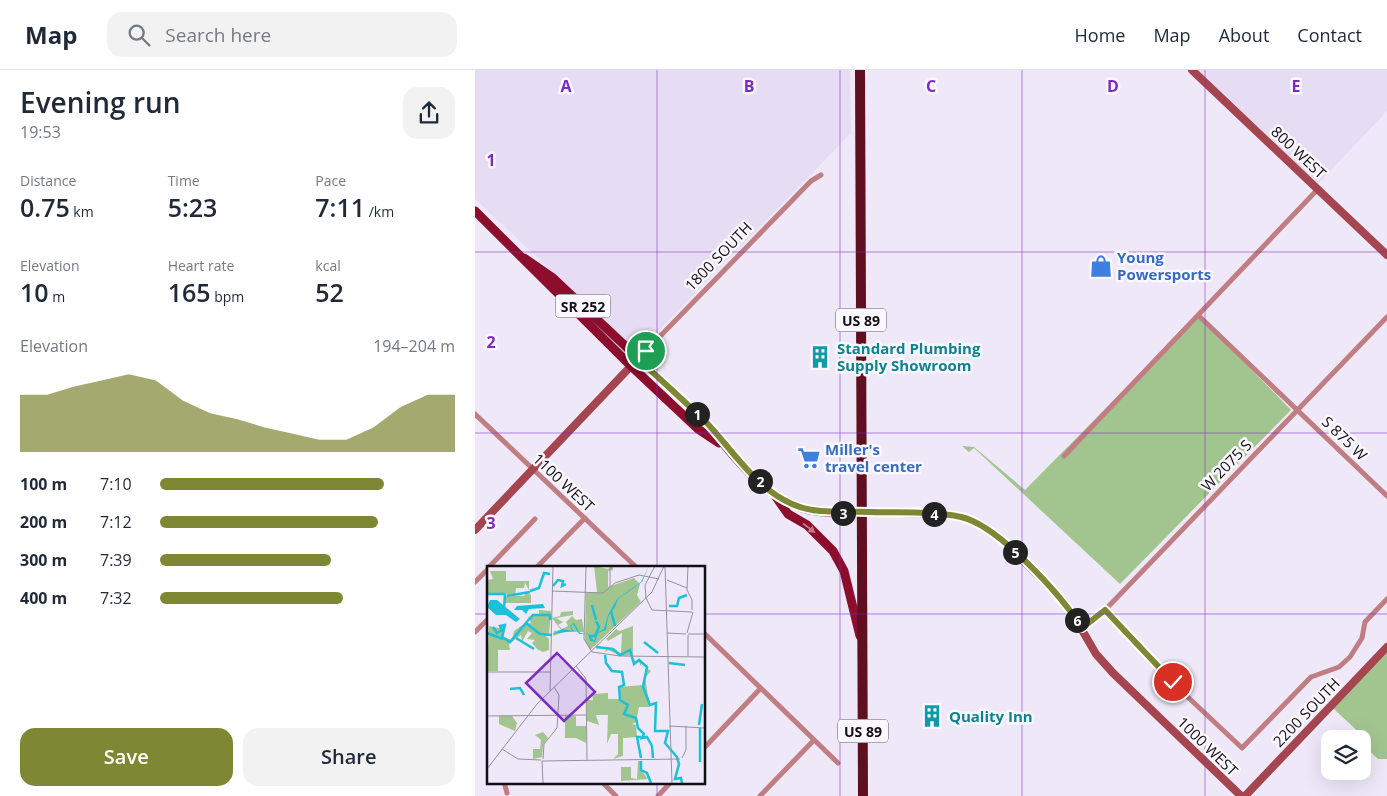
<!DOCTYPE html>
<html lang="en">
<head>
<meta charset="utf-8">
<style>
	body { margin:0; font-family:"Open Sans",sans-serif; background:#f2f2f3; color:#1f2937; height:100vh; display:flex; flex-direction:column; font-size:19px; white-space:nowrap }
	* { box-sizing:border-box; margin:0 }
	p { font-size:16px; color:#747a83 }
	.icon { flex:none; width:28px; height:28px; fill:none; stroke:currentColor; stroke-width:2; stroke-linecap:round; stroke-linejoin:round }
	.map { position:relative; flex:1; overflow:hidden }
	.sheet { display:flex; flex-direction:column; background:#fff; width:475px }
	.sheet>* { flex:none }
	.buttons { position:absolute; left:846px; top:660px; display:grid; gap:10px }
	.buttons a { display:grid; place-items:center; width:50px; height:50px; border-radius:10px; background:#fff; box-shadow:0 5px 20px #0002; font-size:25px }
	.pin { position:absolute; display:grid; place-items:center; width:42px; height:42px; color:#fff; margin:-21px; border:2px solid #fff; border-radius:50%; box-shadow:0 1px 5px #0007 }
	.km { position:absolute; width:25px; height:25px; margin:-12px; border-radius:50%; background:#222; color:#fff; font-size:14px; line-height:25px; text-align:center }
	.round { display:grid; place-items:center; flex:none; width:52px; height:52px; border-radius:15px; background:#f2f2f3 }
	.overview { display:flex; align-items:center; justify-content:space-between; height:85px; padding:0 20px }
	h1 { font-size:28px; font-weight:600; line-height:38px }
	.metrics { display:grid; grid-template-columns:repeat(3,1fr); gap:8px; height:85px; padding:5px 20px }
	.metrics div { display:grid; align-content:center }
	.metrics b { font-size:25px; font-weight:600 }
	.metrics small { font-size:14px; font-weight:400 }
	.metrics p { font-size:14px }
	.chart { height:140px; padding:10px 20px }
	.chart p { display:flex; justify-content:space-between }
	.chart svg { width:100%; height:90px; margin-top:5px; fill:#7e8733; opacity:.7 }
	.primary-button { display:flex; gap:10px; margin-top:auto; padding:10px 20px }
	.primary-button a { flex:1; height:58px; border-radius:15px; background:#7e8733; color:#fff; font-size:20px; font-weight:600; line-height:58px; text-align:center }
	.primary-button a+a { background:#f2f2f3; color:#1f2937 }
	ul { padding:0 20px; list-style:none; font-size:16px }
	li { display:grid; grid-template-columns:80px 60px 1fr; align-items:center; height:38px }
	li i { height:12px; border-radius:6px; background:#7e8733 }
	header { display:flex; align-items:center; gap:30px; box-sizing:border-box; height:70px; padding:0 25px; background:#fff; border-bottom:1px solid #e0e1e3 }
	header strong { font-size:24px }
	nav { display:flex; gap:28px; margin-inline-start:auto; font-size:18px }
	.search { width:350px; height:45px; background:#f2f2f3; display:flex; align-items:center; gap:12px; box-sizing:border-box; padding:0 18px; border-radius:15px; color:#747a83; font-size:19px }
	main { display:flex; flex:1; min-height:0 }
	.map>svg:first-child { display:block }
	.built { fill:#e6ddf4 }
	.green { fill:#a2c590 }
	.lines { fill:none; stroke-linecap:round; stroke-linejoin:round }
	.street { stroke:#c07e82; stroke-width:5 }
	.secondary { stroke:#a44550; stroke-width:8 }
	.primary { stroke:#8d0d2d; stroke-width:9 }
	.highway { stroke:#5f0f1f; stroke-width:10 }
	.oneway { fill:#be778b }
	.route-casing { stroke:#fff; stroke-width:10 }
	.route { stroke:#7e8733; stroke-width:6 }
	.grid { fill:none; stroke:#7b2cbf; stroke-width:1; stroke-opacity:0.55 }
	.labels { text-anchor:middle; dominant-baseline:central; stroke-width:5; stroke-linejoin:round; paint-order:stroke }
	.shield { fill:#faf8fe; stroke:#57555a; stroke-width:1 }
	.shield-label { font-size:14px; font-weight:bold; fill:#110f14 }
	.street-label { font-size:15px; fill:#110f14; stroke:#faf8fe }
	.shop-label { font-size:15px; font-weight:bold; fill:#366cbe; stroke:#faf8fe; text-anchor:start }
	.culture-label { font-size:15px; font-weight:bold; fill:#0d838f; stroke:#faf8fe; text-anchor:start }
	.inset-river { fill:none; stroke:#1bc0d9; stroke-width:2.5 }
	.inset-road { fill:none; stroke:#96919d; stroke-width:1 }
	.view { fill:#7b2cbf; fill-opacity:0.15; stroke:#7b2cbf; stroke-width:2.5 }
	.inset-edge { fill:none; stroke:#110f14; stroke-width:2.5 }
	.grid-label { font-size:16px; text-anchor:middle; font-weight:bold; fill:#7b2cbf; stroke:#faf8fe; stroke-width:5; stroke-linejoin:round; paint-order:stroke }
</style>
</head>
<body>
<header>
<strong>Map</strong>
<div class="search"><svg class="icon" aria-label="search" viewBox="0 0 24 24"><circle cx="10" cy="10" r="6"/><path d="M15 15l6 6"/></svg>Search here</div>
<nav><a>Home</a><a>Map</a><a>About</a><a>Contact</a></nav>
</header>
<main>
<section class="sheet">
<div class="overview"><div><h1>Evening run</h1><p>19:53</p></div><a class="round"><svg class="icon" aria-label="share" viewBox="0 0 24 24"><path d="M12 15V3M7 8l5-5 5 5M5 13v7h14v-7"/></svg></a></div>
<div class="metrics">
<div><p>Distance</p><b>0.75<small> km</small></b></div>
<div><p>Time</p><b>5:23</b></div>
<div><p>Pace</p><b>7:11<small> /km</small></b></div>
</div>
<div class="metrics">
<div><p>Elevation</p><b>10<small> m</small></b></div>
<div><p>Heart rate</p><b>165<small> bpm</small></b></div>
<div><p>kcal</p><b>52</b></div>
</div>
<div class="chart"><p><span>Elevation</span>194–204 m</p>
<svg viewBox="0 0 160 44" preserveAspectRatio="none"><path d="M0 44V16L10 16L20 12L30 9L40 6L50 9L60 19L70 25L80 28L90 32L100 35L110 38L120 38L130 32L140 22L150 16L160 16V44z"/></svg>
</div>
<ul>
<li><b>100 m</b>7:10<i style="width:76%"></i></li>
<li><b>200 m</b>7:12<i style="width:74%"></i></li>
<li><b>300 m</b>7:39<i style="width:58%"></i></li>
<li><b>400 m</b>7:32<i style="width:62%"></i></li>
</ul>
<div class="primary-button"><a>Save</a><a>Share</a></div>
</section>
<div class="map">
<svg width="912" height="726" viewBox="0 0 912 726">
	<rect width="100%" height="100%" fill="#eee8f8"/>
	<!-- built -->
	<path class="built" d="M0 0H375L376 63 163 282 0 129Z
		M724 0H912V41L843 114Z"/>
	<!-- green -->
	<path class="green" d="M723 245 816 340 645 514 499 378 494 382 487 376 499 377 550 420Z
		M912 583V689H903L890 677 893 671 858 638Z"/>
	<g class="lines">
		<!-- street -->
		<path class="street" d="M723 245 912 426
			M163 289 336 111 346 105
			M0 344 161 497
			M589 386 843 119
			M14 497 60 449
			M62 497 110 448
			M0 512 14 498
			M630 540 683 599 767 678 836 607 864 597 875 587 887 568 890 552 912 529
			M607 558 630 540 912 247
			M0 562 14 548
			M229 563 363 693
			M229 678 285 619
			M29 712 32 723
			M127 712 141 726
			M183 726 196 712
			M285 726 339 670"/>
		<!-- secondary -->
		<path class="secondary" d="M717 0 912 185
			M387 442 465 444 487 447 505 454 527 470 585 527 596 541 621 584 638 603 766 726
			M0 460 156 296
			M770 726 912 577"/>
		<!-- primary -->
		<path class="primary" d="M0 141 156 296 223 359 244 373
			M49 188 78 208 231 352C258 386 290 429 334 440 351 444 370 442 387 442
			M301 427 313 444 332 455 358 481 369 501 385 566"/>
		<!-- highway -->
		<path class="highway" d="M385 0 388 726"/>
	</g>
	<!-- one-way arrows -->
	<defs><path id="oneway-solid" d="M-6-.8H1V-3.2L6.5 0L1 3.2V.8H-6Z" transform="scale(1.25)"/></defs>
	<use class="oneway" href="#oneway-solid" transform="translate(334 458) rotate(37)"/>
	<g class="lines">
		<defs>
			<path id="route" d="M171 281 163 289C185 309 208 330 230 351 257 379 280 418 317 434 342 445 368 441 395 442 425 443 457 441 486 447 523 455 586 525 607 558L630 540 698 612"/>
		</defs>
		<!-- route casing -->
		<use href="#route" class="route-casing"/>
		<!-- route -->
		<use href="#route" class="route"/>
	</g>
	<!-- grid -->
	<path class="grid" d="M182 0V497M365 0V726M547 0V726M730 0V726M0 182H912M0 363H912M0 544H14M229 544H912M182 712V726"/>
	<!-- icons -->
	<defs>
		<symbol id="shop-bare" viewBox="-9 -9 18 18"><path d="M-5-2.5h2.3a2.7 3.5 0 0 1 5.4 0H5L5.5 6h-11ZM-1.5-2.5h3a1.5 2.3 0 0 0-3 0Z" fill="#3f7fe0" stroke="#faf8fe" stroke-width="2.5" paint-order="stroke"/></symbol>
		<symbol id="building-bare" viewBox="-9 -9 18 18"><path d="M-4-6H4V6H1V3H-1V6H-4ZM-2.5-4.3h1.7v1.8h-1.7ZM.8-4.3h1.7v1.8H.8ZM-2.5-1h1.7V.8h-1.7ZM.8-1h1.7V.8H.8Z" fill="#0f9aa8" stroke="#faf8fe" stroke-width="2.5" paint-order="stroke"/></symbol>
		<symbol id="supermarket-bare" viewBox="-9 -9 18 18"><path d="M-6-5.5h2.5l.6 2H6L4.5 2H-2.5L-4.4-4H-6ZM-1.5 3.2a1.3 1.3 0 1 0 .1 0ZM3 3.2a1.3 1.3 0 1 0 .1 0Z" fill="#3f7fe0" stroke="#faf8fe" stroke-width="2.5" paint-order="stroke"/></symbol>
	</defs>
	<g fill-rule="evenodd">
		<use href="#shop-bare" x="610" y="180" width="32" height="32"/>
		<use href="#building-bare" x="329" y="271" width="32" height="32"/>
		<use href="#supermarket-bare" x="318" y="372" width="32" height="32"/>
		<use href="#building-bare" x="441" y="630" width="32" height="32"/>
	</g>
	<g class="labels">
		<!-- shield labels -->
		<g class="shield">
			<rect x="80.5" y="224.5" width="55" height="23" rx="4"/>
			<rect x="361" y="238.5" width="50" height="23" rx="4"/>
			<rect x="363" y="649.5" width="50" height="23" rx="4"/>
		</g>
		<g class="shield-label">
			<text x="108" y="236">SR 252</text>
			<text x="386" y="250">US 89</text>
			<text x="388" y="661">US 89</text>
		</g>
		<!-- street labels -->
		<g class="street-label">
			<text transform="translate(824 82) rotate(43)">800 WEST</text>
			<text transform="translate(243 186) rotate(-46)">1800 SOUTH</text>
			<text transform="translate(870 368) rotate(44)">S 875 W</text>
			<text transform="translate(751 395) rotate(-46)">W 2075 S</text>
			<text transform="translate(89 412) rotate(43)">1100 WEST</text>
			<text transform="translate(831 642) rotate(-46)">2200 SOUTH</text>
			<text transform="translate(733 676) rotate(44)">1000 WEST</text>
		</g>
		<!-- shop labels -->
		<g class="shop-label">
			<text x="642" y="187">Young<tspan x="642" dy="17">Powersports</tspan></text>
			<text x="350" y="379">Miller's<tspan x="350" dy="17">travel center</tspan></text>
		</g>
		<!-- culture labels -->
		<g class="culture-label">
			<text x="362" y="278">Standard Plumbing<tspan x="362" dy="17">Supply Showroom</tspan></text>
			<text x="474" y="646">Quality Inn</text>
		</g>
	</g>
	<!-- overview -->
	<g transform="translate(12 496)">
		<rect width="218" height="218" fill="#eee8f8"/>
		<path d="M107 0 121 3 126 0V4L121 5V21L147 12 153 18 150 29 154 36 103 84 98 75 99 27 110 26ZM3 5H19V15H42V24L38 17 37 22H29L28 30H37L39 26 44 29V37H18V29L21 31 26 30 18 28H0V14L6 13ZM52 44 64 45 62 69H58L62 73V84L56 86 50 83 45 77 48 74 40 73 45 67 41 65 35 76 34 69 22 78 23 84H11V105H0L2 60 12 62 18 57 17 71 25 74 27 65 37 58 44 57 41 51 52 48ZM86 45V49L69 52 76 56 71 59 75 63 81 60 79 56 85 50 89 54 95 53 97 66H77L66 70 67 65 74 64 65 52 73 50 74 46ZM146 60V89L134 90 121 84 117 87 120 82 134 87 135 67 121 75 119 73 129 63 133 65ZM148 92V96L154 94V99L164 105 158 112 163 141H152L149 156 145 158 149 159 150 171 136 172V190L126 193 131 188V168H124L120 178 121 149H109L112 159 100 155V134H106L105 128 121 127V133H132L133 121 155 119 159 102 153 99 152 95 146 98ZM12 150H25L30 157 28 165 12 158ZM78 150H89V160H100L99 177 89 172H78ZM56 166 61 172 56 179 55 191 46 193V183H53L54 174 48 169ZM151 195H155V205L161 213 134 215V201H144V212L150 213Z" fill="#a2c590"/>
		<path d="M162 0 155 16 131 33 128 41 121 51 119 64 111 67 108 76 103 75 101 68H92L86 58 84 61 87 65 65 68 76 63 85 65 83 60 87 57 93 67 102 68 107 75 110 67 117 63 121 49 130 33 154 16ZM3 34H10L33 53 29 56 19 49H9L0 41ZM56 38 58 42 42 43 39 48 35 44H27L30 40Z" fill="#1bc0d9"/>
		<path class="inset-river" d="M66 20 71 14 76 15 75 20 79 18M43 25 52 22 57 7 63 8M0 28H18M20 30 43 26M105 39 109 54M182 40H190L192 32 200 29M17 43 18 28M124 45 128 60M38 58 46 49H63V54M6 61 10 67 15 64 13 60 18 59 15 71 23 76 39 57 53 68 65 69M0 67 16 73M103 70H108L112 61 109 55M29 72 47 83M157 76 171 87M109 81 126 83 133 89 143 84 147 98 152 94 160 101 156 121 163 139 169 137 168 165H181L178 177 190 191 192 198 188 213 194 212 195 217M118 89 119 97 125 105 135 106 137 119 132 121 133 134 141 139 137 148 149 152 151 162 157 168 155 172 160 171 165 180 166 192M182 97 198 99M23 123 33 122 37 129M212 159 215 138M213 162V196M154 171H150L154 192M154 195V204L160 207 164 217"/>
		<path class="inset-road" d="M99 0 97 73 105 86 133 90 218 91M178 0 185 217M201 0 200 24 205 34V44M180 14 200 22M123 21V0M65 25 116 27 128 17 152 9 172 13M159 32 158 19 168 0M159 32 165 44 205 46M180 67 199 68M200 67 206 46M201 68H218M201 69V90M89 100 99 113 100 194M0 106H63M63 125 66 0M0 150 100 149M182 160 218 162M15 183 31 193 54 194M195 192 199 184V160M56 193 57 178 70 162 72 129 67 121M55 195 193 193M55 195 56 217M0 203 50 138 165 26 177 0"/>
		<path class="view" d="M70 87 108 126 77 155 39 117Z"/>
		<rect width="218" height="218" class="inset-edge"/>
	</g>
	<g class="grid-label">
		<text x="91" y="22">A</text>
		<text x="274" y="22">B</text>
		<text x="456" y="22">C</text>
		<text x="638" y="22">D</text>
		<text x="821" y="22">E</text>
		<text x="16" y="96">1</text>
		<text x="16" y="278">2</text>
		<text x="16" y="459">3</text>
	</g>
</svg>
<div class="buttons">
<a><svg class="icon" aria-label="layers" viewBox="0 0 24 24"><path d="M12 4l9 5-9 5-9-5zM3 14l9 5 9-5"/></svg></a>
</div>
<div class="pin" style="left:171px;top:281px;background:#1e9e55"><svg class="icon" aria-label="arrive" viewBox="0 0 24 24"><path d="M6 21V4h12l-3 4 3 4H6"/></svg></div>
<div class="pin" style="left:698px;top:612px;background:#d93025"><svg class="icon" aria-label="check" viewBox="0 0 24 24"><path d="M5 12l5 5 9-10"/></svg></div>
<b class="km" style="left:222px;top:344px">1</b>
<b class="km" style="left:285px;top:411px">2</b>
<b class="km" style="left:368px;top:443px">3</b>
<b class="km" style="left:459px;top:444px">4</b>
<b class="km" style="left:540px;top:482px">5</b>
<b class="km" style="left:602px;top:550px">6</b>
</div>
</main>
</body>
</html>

- - - -

### Requirement
Everything above from the line containing "M62 497 110 448" down to the line containing "M127 712 141 726" is to be transcribed exactly, with both of those lines included and nothing else added.

### Written response
			M62 497 110 448
			M0 512 14 498
			M630 540 683 599 767 678 836 607 864 597 875 587 887 568 890 552 912 529
			M607 558 630 540 912 247
			M0 562 14 548
			M229 563 363 693
			M229 678 285 619
			M29 712 32 723
			M127 712 141 726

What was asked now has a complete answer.